* _Work task_
Scan the data for "strokeStyle" and copy each matching line.

* _Provided information_
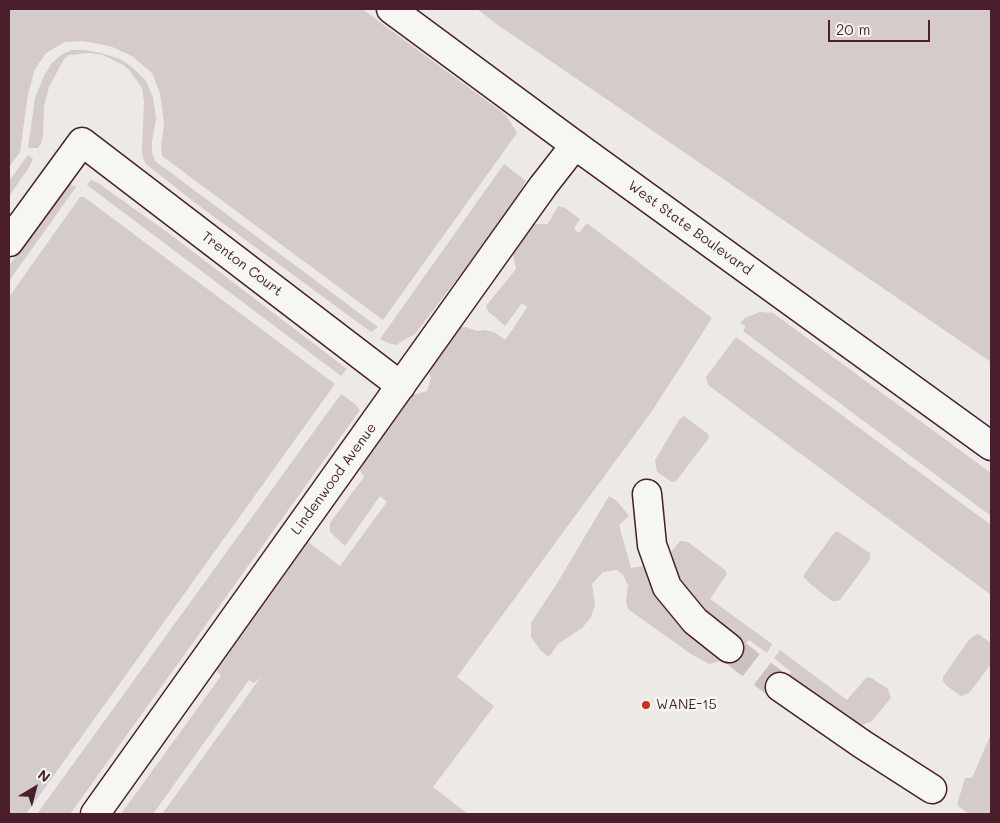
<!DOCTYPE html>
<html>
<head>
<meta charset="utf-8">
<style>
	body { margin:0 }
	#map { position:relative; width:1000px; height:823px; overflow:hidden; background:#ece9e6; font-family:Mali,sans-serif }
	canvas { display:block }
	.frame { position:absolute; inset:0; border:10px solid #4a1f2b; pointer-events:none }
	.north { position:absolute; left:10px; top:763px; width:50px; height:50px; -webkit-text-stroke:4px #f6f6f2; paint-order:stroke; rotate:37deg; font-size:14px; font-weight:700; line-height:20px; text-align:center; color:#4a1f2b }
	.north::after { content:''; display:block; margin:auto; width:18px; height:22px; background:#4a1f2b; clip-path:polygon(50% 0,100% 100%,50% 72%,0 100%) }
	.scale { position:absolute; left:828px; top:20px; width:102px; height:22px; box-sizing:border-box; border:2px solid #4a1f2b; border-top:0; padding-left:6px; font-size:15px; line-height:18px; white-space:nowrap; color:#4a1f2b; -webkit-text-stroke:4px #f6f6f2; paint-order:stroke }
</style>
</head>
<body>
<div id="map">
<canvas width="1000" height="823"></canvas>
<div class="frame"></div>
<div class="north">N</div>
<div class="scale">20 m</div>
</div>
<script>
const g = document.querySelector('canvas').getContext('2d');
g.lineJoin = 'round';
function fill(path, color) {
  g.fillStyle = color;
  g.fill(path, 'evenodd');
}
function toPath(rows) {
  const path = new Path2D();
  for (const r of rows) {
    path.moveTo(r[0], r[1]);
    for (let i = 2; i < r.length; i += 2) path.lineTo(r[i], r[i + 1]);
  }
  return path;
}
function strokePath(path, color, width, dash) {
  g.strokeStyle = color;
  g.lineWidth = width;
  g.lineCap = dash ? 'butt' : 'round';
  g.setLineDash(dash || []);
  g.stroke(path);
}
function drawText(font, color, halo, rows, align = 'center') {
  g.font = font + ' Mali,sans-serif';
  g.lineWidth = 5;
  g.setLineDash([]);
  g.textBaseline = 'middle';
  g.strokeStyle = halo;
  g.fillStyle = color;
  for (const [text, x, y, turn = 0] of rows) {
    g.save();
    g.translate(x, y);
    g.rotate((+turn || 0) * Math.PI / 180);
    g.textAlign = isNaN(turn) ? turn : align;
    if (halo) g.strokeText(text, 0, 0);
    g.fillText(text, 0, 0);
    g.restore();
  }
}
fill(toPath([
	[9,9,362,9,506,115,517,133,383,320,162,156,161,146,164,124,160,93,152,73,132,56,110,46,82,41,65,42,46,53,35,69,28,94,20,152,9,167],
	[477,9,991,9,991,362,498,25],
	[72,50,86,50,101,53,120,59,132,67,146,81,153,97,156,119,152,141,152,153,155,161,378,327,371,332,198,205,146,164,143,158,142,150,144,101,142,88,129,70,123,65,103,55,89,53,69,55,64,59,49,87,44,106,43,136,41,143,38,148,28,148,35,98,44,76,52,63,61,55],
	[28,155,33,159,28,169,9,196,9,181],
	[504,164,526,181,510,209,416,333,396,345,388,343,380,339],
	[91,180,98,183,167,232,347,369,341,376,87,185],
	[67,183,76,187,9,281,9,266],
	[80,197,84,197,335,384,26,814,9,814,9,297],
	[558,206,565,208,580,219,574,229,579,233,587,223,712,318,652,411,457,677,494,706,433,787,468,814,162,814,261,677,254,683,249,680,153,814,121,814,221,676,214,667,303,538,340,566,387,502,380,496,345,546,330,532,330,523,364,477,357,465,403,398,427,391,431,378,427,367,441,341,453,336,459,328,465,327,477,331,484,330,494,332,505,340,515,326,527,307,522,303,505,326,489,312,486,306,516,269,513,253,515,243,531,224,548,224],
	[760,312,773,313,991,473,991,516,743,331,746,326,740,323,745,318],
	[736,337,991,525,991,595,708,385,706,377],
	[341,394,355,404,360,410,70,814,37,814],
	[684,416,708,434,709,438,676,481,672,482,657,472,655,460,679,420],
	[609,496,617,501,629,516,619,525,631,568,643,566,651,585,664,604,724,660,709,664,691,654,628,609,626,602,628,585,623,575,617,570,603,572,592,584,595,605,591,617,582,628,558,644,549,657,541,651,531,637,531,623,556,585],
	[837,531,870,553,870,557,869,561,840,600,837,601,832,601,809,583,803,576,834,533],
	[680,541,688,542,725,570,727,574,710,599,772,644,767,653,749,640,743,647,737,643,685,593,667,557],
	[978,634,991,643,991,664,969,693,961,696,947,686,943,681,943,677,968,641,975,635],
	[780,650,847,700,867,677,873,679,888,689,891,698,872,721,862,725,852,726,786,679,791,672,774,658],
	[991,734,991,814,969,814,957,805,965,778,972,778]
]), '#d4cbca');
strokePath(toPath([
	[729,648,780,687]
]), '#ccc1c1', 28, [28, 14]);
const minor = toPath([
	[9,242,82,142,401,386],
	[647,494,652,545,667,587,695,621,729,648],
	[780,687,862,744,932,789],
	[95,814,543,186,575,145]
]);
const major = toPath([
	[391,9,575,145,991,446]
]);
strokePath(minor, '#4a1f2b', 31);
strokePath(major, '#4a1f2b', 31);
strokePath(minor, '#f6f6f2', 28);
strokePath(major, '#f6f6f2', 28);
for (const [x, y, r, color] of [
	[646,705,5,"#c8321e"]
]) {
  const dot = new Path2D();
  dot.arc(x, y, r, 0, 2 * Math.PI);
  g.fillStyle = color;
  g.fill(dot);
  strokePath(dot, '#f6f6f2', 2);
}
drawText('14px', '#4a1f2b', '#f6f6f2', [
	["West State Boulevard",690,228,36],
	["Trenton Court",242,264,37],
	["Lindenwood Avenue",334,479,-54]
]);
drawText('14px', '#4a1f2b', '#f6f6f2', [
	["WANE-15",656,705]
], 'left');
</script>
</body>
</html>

* _Answer section_
  g.strokeStyle = color;
  g.strokeStyle = halo;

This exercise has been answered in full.